→ Task instructions: Look for the word "direction" in the entries and copy each line where it appears.
· · · ·
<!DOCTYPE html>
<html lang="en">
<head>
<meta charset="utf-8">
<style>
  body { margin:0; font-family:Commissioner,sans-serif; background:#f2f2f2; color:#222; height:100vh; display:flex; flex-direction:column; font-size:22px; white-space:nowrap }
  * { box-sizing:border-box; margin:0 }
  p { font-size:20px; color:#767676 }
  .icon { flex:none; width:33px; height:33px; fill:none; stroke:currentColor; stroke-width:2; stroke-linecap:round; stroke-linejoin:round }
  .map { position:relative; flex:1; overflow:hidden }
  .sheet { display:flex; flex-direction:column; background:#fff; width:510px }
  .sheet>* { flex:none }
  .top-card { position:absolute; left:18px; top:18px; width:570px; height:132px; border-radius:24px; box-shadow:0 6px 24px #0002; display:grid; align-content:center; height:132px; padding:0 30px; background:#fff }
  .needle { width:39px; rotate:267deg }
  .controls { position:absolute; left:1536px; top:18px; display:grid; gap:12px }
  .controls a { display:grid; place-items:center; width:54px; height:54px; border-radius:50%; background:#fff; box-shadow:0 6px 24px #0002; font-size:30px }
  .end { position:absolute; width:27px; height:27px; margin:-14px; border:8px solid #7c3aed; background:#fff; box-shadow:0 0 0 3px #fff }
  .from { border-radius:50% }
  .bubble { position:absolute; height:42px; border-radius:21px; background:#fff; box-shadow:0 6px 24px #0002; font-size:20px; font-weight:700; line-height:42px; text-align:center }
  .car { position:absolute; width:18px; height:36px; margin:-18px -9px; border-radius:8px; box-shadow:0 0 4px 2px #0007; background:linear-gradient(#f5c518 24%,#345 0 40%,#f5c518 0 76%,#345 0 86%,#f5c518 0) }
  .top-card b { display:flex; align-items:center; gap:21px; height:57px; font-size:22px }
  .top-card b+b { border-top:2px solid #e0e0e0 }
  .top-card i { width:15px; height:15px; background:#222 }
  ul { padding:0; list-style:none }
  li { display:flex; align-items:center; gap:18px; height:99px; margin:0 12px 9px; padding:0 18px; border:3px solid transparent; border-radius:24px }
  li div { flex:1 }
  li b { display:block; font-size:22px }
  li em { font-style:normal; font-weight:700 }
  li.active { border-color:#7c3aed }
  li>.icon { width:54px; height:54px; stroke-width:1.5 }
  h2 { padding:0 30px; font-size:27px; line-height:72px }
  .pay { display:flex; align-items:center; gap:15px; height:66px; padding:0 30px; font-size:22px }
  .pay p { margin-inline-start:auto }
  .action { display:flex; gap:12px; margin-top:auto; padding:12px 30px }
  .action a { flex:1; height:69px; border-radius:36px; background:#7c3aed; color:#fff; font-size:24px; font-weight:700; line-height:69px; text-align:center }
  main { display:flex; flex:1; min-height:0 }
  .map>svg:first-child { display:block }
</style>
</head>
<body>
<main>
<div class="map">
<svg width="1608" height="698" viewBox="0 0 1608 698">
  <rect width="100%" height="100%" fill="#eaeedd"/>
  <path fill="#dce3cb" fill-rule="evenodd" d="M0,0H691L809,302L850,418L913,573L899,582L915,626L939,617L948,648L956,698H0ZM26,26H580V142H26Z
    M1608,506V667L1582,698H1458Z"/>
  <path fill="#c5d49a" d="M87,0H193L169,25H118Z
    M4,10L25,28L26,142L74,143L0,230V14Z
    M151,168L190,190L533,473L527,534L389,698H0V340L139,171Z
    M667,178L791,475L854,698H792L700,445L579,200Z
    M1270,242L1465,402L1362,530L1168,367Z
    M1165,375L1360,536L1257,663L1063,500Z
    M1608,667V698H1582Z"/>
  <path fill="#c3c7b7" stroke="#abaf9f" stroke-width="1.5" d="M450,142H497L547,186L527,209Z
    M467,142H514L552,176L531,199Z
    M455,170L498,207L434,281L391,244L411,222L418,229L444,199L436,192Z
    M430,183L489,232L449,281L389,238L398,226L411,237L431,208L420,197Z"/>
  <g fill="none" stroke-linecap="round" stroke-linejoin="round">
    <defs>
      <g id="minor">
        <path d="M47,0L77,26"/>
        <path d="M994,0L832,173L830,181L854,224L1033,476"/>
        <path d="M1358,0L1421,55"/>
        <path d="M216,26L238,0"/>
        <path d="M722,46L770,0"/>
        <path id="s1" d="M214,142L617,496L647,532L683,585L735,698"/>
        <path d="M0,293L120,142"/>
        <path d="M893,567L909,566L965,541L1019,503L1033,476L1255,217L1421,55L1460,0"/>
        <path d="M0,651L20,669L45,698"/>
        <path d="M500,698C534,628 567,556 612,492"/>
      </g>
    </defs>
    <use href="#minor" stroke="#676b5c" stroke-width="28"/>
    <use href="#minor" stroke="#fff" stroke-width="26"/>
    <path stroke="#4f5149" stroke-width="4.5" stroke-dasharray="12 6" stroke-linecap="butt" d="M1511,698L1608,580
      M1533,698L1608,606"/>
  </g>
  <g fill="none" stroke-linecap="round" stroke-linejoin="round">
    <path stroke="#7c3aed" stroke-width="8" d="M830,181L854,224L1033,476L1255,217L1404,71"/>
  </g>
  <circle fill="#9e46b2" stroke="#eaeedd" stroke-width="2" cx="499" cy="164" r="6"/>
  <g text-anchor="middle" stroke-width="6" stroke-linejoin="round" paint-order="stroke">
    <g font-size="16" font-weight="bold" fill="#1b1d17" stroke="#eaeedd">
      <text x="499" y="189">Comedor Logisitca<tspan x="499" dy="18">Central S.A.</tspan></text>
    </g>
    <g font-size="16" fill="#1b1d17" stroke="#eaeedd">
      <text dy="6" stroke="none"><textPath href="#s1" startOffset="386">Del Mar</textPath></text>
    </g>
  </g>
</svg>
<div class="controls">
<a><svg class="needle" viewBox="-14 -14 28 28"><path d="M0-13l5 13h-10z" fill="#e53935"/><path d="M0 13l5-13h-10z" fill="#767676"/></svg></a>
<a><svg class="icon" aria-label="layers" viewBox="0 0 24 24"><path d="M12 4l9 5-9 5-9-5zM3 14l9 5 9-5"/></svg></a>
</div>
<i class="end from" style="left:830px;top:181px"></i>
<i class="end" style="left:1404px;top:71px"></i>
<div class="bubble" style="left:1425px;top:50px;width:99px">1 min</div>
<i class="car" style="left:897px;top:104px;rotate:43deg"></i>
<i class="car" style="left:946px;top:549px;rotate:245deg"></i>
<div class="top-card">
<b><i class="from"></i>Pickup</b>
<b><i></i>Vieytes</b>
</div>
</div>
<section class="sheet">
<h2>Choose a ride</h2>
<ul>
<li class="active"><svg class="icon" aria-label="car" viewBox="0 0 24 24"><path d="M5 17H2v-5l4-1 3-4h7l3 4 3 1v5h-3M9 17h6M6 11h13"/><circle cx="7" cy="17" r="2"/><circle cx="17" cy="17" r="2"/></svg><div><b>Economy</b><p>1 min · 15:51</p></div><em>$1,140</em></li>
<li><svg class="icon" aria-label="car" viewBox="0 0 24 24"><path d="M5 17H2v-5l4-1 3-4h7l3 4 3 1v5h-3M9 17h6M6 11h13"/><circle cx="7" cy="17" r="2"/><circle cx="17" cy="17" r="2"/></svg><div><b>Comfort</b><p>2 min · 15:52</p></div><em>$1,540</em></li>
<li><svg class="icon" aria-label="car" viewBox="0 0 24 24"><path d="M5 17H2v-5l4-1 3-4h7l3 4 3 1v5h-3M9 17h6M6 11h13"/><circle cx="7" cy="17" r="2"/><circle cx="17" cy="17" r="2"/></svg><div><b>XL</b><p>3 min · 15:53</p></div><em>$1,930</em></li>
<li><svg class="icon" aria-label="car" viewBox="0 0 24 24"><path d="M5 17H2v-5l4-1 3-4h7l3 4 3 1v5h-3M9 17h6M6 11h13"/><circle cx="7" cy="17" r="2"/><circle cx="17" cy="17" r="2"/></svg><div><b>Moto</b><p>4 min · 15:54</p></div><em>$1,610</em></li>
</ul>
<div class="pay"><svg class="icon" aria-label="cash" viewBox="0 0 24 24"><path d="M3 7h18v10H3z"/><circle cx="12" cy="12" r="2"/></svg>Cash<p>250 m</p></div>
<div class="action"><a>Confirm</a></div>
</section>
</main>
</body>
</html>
· · · ·
→ Response to this exercise:
  body { margin:0; font-family:Commissioner,sans-serif; background:#f2f2f2; color:#222; height:100vh; display:flex; flex-direction:column; font-size:22px; white-space:nowrap }
  .sheet { display:flex; flex-direction:column; background:#fff; width:510px }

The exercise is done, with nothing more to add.